→ **EXERCISE**
You are asked to filter the data below and copy every line holding "tools".

***** TASK INPUTS *****

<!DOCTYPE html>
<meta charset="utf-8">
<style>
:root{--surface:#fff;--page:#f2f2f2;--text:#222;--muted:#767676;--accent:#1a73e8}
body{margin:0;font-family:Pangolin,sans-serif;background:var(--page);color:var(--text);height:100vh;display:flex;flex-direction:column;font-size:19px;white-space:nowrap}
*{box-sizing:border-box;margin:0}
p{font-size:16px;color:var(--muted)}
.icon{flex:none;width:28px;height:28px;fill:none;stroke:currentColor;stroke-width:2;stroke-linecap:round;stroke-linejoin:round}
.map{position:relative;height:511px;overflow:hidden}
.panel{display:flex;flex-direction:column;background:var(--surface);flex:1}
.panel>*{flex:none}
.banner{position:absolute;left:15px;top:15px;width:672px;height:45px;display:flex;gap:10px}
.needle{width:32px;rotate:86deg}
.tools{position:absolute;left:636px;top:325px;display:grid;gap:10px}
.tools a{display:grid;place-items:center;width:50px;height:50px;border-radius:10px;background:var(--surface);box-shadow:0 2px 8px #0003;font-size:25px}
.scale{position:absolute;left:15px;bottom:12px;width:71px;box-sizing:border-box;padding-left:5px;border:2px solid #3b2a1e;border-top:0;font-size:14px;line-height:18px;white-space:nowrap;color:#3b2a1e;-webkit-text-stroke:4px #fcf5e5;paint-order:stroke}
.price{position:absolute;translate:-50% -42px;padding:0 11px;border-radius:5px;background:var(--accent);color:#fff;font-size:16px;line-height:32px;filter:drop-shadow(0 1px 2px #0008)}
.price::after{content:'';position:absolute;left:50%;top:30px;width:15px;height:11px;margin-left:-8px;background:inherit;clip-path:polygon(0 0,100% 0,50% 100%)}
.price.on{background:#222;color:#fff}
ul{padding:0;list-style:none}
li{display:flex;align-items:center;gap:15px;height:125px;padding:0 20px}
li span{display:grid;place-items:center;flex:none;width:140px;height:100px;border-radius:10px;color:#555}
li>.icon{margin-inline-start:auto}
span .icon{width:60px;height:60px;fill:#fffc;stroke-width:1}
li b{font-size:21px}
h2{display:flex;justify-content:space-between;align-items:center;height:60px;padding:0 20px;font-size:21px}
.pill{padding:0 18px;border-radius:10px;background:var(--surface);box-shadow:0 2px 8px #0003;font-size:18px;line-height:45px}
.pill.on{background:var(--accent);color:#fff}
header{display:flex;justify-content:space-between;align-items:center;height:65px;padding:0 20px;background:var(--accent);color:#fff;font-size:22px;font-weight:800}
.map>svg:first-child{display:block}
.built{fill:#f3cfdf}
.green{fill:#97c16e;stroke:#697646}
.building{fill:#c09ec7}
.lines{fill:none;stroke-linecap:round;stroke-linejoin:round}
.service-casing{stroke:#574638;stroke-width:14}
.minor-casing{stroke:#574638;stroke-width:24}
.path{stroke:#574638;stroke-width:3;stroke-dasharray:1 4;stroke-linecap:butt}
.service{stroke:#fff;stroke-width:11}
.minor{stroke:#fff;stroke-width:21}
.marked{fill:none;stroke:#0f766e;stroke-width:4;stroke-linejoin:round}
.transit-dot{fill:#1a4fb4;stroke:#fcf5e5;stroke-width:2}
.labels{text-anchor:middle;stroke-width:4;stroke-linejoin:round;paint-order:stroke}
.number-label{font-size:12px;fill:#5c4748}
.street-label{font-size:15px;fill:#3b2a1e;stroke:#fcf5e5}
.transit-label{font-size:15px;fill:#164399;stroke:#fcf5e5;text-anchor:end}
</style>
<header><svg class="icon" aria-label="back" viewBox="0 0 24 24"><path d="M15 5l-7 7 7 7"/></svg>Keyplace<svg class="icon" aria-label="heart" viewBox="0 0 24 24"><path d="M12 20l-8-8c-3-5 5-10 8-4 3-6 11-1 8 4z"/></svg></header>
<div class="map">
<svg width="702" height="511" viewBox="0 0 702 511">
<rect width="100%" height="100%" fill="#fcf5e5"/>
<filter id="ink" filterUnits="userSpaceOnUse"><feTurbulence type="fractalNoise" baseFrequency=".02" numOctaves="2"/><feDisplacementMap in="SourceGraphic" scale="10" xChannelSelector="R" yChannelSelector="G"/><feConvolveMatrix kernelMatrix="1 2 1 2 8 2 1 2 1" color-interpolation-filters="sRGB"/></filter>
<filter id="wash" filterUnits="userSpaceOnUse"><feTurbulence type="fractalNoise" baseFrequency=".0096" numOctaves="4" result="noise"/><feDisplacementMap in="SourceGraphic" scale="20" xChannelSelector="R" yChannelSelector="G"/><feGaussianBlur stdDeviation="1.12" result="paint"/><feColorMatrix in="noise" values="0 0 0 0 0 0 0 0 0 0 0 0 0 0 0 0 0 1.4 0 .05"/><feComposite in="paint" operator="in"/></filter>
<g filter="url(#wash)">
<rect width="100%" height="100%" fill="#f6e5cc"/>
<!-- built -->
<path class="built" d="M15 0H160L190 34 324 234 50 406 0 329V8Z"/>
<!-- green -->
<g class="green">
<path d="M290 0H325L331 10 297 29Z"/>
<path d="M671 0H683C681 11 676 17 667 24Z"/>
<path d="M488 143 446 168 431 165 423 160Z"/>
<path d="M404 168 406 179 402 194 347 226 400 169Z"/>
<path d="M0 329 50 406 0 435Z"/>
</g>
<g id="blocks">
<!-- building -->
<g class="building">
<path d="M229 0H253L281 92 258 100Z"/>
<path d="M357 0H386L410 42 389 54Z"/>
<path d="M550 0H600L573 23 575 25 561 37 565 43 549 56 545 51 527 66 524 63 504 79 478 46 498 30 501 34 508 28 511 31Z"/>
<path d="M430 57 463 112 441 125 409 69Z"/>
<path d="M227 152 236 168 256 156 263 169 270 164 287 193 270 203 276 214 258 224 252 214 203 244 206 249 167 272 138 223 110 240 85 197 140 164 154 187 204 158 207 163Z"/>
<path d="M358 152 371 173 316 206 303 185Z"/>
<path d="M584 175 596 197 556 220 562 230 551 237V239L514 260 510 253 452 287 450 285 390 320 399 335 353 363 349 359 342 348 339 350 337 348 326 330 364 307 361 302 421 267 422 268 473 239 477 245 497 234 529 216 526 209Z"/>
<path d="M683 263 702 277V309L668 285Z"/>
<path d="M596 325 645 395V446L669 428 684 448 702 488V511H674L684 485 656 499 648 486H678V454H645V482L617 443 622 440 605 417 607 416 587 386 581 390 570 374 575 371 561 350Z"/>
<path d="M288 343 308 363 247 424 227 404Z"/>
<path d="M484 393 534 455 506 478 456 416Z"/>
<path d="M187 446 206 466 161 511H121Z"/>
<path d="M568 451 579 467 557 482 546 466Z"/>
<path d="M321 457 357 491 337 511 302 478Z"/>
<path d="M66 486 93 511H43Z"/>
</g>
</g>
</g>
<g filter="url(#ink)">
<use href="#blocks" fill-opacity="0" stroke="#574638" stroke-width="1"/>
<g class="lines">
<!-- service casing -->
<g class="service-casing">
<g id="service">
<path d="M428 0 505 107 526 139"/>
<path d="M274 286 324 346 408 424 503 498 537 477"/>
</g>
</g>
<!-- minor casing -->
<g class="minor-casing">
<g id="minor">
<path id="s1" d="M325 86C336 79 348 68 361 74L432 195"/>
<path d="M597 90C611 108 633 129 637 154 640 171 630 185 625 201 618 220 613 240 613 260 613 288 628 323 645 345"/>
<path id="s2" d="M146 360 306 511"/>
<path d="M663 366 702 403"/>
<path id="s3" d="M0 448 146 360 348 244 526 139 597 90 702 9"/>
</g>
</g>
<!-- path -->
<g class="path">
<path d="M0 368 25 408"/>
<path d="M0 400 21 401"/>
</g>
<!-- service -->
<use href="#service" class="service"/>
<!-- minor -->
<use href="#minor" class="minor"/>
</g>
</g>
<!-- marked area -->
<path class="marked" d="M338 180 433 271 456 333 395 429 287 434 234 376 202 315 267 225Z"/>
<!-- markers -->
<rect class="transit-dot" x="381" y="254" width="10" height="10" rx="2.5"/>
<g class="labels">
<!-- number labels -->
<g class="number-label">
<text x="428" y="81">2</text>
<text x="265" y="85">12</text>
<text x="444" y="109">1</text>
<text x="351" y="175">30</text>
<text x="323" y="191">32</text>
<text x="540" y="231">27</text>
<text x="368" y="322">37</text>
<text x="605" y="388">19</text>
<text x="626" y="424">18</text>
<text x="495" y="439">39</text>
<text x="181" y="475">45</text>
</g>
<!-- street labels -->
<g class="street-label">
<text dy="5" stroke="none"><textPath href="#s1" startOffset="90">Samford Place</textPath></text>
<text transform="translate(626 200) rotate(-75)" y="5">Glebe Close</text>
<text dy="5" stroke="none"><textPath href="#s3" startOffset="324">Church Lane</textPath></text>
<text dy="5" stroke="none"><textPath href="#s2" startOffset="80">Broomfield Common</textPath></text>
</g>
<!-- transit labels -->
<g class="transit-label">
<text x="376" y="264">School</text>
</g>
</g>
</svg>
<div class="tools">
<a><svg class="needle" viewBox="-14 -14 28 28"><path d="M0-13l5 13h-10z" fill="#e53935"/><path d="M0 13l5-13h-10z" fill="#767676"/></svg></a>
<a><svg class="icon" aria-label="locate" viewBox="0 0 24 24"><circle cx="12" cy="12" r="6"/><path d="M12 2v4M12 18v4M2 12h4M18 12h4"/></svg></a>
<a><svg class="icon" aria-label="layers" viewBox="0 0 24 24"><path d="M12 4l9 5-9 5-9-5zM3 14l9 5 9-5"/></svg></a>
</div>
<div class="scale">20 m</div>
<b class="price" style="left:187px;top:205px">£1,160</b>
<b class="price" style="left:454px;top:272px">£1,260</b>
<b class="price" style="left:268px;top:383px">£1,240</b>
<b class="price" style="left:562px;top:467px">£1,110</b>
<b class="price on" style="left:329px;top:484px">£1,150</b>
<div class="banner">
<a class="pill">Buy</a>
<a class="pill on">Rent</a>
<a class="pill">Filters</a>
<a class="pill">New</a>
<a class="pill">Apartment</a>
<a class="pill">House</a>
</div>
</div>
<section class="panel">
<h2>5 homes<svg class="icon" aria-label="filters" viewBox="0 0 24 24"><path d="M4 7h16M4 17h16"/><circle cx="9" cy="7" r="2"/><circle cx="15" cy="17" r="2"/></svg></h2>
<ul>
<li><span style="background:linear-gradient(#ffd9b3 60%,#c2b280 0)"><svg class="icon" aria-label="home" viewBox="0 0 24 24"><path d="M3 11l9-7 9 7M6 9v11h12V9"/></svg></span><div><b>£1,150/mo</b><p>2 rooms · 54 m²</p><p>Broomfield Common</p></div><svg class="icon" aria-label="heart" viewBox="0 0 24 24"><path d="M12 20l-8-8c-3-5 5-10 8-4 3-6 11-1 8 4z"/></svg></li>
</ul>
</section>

*****

→ **RESPONSE**
.tools{position:absolute;left:636px;top:325px;display:grid;gap:10px}
.tools a{display:grid;place-items:center;width:50px;height:50px;border-radius:10px;background:var(--surface);box-shadow:0 2px 8px #0003;font-size:25px}
<div class="tools">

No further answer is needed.